§ Directions: Only an exact repetition of every entry counts as the answer.
### Record set ###
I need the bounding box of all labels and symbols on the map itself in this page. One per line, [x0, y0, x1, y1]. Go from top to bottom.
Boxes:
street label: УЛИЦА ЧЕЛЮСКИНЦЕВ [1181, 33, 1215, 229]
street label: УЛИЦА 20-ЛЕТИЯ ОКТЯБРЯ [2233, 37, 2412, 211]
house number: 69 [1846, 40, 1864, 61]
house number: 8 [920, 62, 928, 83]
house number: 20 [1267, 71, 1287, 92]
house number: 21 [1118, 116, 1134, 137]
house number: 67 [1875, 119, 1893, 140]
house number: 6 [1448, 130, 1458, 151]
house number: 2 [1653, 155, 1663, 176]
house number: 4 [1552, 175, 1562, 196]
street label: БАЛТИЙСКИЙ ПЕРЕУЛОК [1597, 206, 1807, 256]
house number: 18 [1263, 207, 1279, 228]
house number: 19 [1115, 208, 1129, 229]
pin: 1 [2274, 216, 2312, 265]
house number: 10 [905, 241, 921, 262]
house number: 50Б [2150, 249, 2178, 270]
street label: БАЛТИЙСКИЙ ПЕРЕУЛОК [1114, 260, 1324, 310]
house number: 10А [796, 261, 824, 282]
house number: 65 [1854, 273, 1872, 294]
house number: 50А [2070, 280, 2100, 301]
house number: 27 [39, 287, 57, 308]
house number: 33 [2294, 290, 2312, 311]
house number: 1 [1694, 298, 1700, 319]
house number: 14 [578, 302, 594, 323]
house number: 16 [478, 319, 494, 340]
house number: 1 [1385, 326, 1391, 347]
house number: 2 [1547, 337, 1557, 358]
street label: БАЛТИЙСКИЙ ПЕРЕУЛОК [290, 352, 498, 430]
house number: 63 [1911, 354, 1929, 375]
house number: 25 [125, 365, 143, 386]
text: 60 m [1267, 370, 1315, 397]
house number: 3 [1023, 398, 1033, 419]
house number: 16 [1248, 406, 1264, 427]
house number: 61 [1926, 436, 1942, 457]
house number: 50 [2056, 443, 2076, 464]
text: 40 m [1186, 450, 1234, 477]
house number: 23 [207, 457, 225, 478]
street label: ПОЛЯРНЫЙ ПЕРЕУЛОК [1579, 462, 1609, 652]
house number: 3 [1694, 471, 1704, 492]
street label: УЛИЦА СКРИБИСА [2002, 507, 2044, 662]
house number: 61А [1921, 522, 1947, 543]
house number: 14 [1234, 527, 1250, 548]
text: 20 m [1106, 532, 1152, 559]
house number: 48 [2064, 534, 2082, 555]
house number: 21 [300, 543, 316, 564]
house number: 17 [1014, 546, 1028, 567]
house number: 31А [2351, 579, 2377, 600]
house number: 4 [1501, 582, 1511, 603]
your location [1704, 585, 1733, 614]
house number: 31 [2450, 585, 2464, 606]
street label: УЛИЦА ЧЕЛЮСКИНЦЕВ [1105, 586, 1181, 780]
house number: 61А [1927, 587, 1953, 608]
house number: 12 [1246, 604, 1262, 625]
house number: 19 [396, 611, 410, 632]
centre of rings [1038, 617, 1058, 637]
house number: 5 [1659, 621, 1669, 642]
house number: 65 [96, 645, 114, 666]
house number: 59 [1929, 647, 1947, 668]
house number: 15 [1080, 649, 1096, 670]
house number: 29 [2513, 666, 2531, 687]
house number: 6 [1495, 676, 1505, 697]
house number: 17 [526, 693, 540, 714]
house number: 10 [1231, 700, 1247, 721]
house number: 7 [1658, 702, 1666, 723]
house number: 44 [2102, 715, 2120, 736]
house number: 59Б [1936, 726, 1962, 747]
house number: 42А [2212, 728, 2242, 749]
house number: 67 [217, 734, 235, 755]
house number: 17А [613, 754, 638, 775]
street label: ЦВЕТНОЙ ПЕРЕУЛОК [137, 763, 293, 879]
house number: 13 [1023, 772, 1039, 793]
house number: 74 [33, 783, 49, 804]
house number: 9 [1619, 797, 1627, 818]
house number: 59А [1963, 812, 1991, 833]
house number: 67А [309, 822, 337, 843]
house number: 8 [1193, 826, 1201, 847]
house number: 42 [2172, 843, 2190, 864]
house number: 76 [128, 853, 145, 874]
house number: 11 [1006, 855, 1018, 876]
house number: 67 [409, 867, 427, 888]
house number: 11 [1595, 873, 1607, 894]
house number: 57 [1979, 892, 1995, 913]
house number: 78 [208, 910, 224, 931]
###
§ Task output:
I need the bounding box of all labels and symbols on the map itself in this page. One per line, [x0, y0, x1, y1]. Go from top to bottom.
Boxes:
street label: УЛИЦА ЧЕЛЮСКИНЦЕВ [1181, 33, 1215, 229]
street label: УЛИЦА 20-ЛЕТИЯ ОКТЯБРЯ [2233, 37, 2412, 211]
house number: 69 [1846, 40, 1864, 61]
house number: 8 [920, 62, 928, 83]
house number: 20 [1267, 71, 1287, 92]
house number: 21 [1118, 116, 1134, 137]
house number: 67 [1875, 119, 1893, 140]
house number: 6 [1448, 130, 1458, 151]
house number: 2 [1653, 155, 1663, 176]
house number: 4 [1552, 175, 1562, 196]
street label: БАЛТИЙСКИЙ ПЕРЕУЛОК [1597, 206, 1807, 256]
house number: 18 [1263, 207, 1279, 228]
house number: 19 [1115, 208, 1129, 229]
pin: 1 [2274, 216, 2312, 265]
house number: 10 [905, 241, 921, 262]
house number: 50Б [2150, 249, 2178, 270]
street label: БАЛТИЙСКИЙ ПЕРЕУЛОК [1114, 260, 1324, 310]
house number: 10А [796, 261, 824, 282]
house number: 65 [1854, 273, 1872, 294]
house number: 50А [2070, 280, 2100, 301]
house number: 27 [39, 287, 57, 308]
house number: 33 [2294, 290, 2312, 311]
house number: 1 [1694, 298, 1700, 319]
house number: 14 [578, 302, 594, 323]
house number: 16 [478, 319, 494, 340]
house number: 1 [1385, 326, 1391, 347]
house number: 2 [1547, 337, 1557, 358]
street label: БАЛТИЙСКИЙ ПЕРЕУЛОК [290, 352, 498, 430]
house number: 63 [1911, 354, 1929, 375]
house number: 25 [125, 365, 143, 386]
text: 60 m [1267, 370, 1315, 397]
house number: 3 [1023, 398, 1033, 419]
house number: 16 [1248, 406, 1264, 427]
house number: 61 [1926, 436, 1942, 457]
house number: 50 [2056, 443, 2076, 464]
text: 40 m [1186, 450, 1234, 477]
house number: 23 [207, 457, 225, 478]
street label: ПОЛЯРНЫЙ ПЕРЕУЛОК [1579, 462, 1609, 652]
house number: 3 [1694, 471, 1704, 492]
street label: УЛИЦА СКРИБИСА [2002, 507, 2044, 662]
house number: 61А [1921, 522, 1947, 543]
house number: 14 [1234, 527, 1250, 548]
text: 20 m [1106, 532, 1152, 559]
house number: 48 [2064, 534, 2082, 555]
house number: 21 [300, 543, 316, 564]
house number: 17 [1014, 546, 1028, 567]
house number: 31А [2351, 579, 2377, 600]
house number: 4 [1501, 582, 1511, 603]
your location [1704, 585, 1733, 614]
house number: 31 [2450, 585, 2464, 606]
street label: УЛИЦА ЧЕЛЮСКИНЦЕВ [1105, 586, 1181, 780]
house number: 61А [1927, 587, 1953, 608]
house number: 12 [1246, 604, 1262, 625]
house number: 19 [396, 611, 410, 632]
centre of rings [1038, 617, 1058, 637]
house number: 5 [1659, 621, 1669, 642]
house number: 65 [96, 645, 114, 666]
house number: 59 [1929, 647, 1947, 668]
house number: 15 [1080, 649, 1096, 670]
house number: 29 [2513, 666, 2531, 687]
house number: 6 [1495, 676, 1505, 697]
house number: 17 [526, 693, 540, 714]
house number: 10 [1231, 700, 1247, 721]
house number: 7 [1658, 702, 1666, 723]
house number: 44 [2102, 715, 2120, 736]
house number: 59Б [1936, 726, 1962, 747]
house number: 42А [2212, 728, 2242, 749]
house number: 67 [217, 734, 235, 755]
house number: 17А [613, 754, 638, 775]
street label: ЦВЕТНОЙ ПЕРЕУЛОК [137, 763, 293, 879]
house number: 13 [1023, 772, 1039, 793]
house number: 74 [33, 783, 49, 804]
house number: 9 [1619, 797, 1627, 818]
house number: 59А [1963, 812, 1991, 833]
house number: 67А [309, 822, 337, 843]
house number: 8 [1193, 826, 1201, 847]
house number: 42 [2172, 843, 2190, 864]
house number: 76 [128, 853, 145, 874]
house number: 11 [1006, 855, 1018, 876]
house number: 67 [409, 867, 427, 888]
house number: 11 [1595, 873, 1607, 894]
house number: 57 [1979, 892, 1995, 913]
house number: 78 [208, 910, 224, 931]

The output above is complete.